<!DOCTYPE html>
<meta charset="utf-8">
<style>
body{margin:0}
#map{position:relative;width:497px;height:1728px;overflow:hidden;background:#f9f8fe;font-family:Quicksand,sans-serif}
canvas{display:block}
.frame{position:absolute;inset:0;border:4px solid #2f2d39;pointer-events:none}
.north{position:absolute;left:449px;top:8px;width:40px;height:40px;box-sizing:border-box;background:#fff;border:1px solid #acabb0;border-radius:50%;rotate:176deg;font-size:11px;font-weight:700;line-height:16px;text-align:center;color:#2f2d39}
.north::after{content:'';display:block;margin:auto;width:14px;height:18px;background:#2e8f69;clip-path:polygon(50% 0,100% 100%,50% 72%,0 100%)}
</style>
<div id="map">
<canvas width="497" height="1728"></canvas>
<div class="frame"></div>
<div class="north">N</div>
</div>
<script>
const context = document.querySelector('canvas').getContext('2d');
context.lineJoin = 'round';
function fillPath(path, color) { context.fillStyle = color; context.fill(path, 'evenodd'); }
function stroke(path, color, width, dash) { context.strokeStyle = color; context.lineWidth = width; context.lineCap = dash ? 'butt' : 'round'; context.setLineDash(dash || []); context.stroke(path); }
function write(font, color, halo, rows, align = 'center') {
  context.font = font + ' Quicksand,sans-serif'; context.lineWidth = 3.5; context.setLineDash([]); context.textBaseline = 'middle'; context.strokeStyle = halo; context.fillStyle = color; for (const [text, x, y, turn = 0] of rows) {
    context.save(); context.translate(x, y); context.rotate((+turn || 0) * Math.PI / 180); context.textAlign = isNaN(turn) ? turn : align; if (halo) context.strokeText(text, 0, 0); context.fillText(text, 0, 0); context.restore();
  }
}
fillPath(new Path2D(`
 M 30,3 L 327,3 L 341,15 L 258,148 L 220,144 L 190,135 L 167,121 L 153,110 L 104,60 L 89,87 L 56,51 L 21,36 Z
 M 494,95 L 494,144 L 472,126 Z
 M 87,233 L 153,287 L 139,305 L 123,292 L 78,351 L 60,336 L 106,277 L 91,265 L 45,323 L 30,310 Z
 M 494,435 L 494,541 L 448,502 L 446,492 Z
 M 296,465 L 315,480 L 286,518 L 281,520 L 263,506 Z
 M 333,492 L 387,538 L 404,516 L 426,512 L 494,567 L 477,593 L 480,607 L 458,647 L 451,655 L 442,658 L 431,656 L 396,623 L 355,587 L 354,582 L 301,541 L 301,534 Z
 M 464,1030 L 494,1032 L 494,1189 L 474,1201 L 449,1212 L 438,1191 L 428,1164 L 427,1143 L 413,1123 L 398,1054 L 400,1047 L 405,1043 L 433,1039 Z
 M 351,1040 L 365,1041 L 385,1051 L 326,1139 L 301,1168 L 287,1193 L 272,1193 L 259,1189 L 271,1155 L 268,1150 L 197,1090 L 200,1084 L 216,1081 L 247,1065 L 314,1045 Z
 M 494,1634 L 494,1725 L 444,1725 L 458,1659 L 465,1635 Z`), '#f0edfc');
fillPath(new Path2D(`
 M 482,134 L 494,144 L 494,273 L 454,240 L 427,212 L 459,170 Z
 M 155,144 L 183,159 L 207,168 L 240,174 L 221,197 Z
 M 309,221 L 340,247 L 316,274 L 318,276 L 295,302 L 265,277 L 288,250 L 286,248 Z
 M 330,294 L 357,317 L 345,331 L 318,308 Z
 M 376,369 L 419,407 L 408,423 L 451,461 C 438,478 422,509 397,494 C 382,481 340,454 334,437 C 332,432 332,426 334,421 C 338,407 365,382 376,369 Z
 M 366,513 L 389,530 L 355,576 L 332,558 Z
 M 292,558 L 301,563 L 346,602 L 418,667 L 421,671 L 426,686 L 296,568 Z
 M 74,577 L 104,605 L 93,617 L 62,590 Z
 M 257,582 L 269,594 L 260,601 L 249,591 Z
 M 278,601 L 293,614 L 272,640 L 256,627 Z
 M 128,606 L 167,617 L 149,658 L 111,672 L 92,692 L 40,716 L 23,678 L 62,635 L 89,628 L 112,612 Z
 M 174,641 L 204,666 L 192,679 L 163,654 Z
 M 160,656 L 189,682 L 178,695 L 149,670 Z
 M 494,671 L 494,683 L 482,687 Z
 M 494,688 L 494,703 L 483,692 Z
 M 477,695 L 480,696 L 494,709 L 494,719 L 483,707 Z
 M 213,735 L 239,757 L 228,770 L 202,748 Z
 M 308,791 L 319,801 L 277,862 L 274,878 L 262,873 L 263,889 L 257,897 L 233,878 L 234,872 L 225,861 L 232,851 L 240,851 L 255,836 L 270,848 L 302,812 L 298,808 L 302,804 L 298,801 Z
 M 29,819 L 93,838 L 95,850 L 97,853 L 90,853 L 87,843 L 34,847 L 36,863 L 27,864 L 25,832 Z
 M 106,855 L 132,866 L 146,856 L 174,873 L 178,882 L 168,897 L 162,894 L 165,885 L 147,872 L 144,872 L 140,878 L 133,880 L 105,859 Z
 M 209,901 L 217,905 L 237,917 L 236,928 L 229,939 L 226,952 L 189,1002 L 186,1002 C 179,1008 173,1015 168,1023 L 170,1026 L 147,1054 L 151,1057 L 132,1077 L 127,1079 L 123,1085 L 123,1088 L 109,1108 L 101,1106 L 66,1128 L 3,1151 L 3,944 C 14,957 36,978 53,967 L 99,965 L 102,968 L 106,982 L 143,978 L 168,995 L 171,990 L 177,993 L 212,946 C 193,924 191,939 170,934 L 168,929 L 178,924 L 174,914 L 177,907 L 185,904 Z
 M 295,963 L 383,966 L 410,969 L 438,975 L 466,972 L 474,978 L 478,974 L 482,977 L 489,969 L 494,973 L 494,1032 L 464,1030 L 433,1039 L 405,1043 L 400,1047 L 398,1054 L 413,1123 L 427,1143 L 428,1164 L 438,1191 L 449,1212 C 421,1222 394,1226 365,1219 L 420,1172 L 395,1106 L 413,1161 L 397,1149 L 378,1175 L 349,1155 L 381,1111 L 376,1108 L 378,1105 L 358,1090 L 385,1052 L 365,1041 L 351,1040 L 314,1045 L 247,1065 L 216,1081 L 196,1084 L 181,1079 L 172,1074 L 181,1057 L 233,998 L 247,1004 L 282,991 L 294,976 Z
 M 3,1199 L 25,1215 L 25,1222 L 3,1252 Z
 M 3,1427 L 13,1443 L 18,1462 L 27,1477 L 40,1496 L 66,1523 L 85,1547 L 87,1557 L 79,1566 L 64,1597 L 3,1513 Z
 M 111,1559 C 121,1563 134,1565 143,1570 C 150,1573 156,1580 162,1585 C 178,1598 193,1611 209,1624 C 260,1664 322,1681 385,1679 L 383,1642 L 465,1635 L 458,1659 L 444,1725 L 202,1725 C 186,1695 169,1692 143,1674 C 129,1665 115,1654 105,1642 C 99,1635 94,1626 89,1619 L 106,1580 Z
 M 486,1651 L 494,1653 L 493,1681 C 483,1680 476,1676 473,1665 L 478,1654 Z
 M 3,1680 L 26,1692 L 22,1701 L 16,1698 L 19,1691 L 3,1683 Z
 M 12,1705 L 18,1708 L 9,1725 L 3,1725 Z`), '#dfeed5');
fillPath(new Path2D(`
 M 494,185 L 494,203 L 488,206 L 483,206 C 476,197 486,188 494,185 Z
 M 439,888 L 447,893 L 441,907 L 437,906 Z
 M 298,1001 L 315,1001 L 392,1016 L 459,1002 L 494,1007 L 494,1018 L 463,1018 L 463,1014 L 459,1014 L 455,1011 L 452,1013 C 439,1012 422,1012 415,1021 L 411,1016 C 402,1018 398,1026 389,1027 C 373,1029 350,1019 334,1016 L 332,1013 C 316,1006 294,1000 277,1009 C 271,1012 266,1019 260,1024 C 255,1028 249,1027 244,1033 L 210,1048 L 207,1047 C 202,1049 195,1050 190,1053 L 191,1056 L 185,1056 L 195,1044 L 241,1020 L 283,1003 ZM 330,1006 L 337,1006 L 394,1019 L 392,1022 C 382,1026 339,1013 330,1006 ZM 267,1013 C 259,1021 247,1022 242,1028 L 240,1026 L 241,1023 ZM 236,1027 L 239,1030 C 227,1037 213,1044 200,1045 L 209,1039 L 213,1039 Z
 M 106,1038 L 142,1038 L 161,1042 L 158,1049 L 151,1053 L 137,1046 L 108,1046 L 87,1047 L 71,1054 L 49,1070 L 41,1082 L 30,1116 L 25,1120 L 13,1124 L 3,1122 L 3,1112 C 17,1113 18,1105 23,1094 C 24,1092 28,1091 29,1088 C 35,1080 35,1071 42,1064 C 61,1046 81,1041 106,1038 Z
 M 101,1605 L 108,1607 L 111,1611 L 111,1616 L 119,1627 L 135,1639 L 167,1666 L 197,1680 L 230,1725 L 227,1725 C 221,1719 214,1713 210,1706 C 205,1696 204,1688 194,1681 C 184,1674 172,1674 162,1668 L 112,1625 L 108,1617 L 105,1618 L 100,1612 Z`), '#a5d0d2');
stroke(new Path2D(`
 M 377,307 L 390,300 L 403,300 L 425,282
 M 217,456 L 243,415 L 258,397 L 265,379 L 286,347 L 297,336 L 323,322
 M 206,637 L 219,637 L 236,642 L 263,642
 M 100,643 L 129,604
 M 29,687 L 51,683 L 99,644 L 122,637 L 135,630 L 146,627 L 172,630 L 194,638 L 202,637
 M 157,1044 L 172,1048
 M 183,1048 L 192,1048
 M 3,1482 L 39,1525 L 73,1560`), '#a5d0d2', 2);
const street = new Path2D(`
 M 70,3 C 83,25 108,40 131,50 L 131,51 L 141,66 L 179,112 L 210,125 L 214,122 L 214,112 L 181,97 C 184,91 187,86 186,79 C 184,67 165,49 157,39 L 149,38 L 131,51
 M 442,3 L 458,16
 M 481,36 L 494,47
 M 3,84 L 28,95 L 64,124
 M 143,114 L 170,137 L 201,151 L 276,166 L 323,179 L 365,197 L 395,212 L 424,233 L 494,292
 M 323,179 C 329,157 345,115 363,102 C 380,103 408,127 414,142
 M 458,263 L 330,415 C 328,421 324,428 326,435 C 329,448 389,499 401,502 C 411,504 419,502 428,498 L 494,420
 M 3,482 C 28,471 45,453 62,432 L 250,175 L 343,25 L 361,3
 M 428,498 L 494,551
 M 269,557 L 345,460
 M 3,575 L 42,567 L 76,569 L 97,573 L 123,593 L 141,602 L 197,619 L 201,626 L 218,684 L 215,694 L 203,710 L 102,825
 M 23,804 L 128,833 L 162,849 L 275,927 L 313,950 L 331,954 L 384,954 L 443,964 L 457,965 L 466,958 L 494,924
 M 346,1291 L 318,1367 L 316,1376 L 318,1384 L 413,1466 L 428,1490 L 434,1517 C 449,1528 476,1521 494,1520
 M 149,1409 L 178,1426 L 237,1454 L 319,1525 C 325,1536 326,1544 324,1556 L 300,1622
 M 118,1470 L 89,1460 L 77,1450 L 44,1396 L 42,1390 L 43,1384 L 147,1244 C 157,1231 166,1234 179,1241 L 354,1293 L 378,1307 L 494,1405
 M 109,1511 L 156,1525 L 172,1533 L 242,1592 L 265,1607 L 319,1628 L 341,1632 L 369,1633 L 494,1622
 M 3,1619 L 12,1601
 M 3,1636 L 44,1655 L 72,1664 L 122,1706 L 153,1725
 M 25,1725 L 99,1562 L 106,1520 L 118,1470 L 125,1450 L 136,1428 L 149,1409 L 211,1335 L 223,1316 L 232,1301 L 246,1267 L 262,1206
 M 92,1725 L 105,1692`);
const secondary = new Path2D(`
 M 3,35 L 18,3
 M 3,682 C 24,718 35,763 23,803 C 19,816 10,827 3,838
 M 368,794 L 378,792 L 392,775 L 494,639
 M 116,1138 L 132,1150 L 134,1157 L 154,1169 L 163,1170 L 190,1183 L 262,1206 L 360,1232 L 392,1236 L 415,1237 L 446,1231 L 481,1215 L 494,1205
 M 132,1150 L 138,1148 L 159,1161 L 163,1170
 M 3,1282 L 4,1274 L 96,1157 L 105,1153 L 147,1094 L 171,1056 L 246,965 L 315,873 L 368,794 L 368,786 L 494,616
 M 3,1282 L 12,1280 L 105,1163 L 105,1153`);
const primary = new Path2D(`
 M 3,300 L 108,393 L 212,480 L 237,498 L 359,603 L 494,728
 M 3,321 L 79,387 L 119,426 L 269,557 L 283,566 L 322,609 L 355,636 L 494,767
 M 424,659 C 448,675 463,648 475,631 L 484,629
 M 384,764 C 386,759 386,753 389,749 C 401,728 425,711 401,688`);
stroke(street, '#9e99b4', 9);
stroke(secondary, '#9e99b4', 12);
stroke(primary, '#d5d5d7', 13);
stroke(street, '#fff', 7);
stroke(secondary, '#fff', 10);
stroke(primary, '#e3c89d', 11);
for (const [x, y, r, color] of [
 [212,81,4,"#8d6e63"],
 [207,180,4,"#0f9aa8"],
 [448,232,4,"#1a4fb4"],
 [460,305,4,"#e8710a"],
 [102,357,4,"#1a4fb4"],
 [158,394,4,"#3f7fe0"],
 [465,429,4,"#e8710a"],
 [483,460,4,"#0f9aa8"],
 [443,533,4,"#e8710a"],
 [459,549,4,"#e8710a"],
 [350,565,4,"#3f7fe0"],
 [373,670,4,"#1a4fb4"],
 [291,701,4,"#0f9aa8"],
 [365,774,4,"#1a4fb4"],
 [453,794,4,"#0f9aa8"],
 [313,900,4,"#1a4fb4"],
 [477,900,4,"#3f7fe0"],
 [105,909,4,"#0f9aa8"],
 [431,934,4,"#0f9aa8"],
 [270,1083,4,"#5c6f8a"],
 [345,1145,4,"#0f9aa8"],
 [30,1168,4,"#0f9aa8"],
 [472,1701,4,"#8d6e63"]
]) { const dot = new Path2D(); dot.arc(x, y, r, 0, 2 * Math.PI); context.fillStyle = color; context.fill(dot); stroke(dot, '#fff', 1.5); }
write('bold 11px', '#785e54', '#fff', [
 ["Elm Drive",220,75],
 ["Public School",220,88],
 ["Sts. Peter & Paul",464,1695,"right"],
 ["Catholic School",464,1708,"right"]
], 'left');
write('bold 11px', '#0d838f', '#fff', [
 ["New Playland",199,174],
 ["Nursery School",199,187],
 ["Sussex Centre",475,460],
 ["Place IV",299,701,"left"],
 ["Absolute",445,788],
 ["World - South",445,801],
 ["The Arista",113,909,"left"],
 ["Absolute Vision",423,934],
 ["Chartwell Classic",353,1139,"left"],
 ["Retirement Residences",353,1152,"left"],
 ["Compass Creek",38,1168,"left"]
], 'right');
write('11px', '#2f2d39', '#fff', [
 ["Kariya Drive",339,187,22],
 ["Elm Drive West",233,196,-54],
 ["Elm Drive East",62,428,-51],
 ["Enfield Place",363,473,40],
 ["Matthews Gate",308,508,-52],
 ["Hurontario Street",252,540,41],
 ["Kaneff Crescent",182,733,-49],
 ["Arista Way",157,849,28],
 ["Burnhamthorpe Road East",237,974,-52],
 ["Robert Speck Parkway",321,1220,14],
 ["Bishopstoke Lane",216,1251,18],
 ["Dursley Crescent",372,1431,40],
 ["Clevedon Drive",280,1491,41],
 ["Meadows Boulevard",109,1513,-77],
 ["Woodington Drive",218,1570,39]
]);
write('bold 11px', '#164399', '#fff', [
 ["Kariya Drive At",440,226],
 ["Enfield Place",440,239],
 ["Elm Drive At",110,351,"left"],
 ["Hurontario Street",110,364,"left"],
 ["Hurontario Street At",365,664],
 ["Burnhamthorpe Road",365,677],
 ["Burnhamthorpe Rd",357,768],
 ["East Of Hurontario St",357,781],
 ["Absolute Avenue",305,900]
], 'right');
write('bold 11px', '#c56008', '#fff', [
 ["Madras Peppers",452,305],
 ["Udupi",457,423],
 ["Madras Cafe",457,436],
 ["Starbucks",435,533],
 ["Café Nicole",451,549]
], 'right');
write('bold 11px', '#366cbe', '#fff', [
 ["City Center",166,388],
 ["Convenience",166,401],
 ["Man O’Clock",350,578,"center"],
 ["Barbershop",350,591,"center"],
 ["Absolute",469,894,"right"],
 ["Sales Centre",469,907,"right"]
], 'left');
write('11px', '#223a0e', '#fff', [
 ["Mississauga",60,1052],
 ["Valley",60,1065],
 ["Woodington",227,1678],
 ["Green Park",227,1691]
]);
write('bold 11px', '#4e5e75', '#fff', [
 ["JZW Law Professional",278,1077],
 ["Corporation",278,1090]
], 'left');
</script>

:::::

From the records above, copy out the line with "context = document.querySelector('canvas').getContext('2d');", the line with "M 366,513 L 389,530 L 355,576 L 332,558 Z", and every line between them, word for word.

■ Written answer ■
const context = document.querySelector('canvas').getContext('2d');
context.lineJoin = 'round';
function fillPath(path, color) { context.fillStyle = color; context.fill(path, 'evenodd'); }
function stroke(path, color, width, dash) { context.strokeStyle = color; context.lineWidth = width; context.lineCap = dash ? 'butt' : 'round'; context.setLineDash(dash || []); context.stroke(path); }
function write(font, color, halo, rows, align = 'center') {
  context.font = font + ' Quicksand,sans-serif'; context.lineWidth = 3.5; context.setLineDash([]); context.textBaseline = 'middle'; context.strokeStyle = halo; context.fillStyle = color; for (const [text, x, y, turn = 0] of rows) {
    context.save(); context.translate(x, y); context.rotate((+turn || 0) * Math.PI / 180); context.textAlign = isNaN(turn) ? turn : align; if (halo) context.strokeText(text, 0, 0); context.fillText(text, 0, 0); context.restore();
  }
}
fillPath(new Path2D(`
 M 30,3 L 327,3 L 341,15 L 258,148 L 220,144 L 190,135 L 167,121 L 153,110 L 104,60 L 89,87 L 56,51 L 21,36 Z
 M 494,95 L 494,144 L 472,126 Z
 M 87,233 L 153,287 L 139,305 L 123,292 L 78,351 L 60,336 L 106,277 L 91,265 L 45,323 L 30,310 Z
 M 494,435 L 494,541 L 448,502 L 446,492 Z
 M 296,465 L 315,480 L 286,518 L 281,520 L 263,506 Z
 M 333,492 L 387,538 L 404,516 L 426,512 L 494,567 L 477,593 L 480,607 L 458,647 L 451,655 L 442,658 L 431,656 L 396,623 L 355,587 L 354,582 L 301,541 L 301,534 Z
 M 464,1030 L 494,1032 L 494,1189 L 474,1201 L 449,1212 L 438,1191 L 428,1164 L 427,1143 L 413,1123 L 398,1054 L 400,1047 L 405,1043 L 433,1039 Z
 M 351,1040 L 365,1041 L 385,1051 L 326,1139 L 301,1168 L 287,1193 L 272,1193 L 259,1189 L 271,1155 L 268,1150 L 197,1090 L 200,1084 L 216,1081 L 247,1065 L 314,1045 Z
 M 494,1634 L 494,1725 L 444,1725 L 458,1659 L 465,1635 Z`), '#f0edfc');
fillPath(new Path2D(`
 M 482,134 L 494,144 L 494,273 L 454,240 L 427,212 L 459,170 Z
 M 155,144 L 183,159 L 207,168 L 240,174 L 221,197 Z
 M 309,221 L 340,247 L 316,274 L 318,276 L 295,302 L 265,277 L 288,250 L 286,248 Z
 M 330,294 L 357,317 L 345,331 L 318,308 Z
 M 376,369 L 419,407 L 408,423 L 451,461 C 438,478 422,509 397,494 C 382,481 340,454 334,437 C 332,432 332,426 334,421 C 338,407 365,382 376,369 Z
 M 366,513 L 389,530 L 355,576 L 332,558 Z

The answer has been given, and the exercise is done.